1.4 Les bénéfices attendus de l’amélioration d’une expérience client
Optimiser l’expérience de ses clients doit constituer l’objectif principal de toute structure
aujourd’hui. Les enjeux qui en découlent sont multiples selon de nombreuses études et les
experts de la CX constatent que :
+ 86% des consommateurs ayant vécu une excellente expérience sont susceptibles de
renouveler leur achat auprès de la même entreprise alors qu’ils ne sont que 13% à souhaiter le
faire lorsqu’ils ont été confrontés à une mauvaise expérience.

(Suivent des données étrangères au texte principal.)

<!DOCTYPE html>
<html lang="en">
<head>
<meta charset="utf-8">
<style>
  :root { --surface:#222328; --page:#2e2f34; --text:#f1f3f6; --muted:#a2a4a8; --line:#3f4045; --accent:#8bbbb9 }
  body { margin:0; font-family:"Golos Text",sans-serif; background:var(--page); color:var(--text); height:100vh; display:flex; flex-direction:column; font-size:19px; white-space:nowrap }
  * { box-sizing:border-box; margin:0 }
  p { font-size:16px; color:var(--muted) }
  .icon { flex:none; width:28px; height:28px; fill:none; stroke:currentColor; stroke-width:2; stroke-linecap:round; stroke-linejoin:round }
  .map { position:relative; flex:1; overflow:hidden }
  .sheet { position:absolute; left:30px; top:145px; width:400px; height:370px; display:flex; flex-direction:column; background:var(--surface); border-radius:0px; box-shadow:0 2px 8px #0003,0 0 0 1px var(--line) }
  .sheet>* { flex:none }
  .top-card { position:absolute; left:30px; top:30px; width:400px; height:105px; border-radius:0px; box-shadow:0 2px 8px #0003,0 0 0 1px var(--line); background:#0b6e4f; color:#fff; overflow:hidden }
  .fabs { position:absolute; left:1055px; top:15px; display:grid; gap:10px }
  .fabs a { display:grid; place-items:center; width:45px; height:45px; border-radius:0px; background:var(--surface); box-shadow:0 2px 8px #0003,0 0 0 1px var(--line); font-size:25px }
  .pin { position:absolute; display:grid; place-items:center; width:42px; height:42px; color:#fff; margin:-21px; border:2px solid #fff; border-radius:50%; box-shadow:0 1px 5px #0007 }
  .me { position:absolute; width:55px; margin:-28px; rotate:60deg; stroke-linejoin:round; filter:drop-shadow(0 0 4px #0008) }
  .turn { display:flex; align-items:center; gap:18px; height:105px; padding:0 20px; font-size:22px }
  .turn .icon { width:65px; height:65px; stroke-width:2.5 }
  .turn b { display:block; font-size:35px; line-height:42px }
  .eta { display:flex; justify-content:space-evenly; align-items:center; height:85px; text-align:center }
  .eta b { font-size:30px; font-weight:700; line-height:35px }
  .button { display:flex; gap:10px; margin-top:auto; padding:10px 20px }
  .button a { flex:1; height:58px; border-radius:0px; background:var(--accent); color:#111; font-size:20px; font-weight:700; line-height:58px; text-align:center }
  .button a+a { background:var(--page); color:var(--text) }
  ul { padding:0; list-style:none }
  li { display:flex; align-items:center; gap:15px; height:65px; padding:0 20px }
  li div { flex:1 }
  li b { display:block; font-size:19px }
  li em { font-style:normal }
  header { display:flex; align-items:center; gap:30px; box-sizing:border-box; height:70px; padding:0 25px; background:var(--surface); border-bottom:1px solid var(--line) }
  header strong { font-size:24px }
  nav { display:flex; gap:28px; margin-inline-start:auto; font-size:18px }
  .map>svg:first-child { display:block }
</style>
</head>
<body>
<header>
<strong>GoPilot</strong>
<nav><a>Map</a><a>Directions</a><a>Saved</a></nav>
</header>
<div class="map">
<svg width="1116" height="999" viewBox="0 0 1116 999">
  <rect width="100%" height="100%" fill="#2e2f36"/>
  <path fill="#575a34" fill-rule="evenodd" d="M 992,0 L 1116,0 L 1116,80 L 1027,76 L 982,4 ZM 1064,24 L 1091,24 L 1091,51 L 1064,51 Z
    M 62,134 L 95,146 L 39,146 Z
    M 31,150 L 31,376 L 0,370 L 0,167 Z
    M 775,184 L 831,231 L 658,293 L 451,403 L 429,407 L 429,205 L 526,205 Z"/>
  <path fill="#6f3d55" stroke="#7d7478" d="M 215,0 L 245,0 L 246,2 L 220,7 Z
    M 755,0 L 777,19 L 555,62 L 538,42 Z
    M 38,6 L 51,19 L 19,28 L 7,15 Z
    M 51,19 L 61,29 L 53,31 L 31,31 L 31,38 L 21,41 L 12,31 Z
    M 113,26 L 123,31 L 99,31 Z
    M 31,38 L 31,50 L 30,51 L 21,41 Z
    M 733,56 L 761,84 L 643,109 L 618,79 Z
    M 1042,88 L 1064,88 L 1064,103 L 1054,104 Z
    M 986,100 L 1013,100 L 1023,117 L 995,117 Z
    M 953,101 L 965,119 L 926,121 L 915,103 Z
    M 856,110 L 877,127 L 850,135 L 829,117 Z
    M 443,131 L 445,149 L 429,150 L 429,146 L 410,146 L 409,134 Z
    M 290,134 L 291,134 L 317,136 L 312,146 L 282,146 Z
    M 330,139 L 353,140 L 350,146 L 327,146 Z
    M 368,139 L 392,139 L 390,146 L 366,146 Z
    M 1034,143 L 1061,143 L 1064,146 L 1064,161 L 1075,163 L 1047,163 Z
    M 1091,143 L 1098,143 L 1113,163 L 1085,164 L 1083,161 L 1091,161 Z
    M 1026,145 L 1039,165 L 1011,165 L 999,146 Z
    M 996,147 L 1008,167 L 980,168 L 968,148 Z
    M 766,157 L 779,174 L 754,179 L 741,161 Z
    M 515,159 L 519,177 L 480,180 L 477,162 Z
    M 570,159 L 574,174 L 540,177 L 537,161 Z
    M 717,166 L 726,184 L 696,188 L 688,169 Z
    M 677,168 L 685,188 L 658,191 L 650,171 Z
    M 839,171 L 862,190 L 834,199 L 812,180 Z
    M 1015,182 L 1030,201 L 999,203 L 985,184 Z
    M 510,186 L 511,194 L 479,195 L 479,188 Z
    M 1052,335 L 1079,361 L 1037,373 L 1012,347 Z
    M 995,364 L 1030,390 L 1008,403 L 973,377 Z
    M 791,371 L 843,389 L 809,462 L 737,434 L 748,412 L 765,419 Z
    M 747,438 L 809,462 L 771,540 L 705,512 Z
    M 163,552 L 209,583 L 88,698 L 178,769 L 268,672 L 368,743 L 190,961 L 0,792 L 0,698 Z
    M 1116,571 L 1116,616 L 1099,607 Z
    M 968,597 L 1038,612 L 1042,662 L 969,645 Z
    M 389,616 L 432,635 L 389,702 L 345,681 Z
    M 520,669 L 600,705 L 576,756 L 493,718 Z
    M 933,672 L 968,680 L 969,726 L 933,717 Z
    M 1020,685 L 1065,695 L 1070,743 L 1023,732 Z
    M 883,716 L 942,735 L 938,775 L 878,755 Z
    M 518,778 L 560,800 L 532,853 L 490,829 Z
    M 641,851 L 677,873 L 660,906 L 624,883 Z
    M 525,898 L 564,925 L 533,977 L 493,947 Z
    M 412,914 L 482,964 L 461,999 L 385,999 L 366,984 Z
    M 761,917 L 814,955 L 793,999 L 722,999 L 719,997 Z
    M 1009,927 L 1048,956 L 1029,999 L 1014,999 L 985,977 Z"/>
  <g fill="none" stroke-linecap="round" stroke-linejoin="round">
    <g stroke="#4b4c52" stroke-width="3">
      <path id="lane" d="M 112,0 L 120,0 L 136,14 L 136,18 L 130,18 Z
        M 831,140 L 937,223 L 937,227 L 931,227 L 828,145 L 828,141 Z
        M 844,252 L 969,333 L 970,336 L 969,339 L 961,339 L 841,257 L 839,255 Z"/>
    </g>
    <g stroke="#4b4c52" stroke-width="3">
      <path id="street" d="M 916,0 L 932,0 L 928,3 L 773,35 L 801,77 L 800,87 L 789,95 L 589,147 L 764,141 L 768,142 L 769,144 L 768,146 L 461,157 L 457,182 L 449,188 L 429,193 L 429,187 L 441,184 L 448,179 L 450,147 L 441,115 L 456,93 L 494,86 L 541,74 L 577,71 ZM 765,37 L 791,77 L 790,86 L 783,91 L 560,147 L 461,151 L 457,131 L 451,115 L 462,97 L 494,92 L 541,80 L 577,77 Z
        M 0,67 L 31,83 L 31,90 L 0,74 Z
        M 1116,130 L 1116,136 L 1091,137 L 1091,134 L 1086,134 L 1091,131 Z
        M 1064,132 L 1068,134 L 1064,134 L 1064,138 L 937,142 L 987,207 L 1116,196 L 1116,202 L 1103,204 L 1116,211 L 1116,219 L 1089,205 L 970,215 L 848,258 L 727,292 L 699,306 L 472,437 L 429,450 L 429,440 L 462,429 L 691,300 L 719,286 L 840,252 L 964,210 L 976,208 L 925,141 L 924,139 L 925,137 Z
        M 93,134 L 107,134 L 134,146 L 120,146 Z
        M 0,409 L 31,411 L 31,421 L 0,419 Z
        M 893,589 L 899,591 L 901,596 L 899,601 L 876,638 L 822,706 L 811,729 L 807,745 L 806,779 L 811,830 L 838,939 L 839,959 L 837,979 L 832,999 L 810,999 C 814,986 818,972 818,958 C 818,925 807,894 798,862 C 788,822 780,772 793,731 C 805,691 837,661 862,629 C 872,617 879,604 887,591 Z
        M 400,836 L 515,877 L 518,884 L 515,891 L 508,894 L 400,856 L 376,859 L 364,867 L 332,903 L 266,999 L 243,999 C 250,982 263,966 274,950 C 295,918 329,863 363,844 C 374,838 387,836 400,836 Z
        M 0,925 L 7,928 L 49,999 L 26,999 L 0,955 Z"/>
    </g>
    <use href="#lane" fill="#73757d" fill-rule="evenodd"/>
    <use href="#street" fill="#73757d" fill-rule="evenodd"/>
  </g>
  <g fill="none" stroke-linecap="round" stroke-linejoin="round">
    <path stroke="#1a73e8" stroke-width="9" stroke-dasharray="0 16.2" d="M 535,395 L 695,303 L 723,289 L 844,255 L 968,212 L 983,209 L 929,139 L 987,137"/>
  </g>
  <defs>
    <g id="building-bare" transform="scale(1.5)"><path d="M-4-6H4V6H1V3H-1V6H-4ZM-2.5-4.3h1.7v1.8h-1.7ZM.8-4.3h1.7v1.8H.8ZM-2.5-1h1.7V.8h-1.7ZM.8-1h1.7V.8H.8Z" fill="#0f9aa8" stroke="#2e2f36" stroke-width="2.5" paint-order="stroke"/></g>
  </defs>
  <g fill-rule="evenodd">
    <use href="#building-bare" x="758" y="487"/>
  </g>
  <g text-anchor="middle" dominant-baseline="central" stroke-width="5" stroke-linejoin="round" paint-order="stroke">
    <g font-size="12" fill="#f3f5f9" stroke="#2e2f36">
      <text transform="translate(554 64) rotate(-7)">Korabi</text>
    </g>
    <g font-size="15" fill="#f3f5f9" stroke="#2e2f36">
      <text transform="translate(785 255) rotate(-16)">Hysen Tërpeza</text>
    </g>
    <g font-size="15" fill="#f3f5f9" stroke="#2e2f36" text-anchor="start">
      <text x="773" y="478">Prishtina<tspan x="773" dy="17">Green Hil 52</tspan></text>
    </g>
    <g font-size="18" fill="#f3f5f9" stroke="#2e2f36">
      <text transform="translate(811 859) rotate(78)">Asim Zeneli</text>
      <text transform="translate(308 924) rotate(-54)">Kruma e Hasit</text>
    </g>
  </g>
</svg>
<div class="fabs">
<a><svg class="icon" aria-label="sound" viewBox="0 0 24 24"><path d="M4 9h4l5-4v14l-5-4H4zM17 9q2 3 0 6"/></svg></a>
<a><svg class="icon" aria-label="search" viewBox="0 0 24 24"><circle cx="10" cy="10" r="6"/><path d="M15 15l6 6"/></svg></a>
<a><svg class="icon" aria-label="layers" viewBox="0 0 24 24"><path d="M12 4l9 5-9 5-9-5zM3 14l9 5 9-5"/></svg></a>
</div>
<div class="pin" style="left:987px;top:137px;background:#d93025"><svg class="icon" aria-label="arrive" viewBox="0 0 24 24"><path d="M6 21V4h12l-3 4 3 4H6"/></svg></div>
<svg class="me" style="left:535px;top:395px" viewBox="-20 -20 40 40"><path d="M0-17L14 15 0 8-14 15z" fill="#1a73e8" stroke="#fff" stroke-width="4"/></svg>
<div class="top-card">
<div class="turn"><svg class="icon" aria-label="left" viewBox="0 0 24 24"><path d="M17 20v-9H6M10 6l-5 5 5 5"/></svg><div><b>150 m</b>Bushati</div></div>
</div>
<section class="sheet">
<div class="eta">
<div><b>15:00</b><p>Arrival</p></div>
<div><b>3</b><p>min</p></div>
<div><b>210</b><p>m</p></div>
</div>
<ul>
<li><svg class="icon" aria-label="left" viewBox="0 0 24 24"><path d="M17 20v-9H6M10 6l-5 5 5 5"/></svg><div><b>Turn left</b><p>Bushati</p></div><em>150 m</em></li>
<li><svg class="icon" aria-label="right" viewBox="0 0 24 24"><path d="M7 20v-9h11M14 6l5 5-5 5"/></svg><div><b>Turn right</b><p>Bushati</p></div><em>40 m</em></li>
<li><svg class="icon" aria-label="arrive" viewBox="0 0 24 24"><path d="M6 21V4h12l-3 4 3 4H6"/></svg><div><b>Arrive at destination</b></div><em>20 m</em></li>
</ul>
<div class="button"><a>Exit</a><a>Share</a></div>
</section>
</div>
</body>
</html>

+ Sur les cinq dernières années, les entreprises leaders en Customer Experience ont évolué 6
fois plus rapidement que les entreprises retardataires en CX.
On peut résumer les bénéfices escomptés de l’amélioration d’une expérience client, comme
ceci :
• Générer des revenus et améliorer la valeur vie client (ou CLV pour Customer Life
Time
Value),
• Améliorer la valeur de sa marque,
• Augmenter la fidélité et la probabilité de recommandation des acheteurs,
• Renforcer le lien avec le public cible et anticiper les changements comportementaux,
• Réduire les coûts et optimiser les investissements.
1.5 Le vécu d’une expérience d’achat
Dans notre quotidien de clients, nous sommes amenés à vivre diverses expériences voulues ou
contraintes, comme voir un film au cinéma ou recevoir des factures. Le point d’entrée d’une
expérience est lié à la présence d’un ou plusieurs stimuli qui attirent notre attention dans notre
environnement. Ces éléments de différente nature sont perçus par nos sens conscients et non-
conscients. Cela va donner lieu à la réception d’une multitude d’informations que l’individu va
regrouper, organiser et interpréter avec ses propres connaissances antérieures. C’est à ce
moment là que nos émotions et leurs effets sur l’organisme entrent en jeu. Elles nous apprennent
à reconnaître les mauvaises expériences (dangereuses, désagréables ou frustrantes) et les
bonnes expériences (saines où l’on prend du plaisir).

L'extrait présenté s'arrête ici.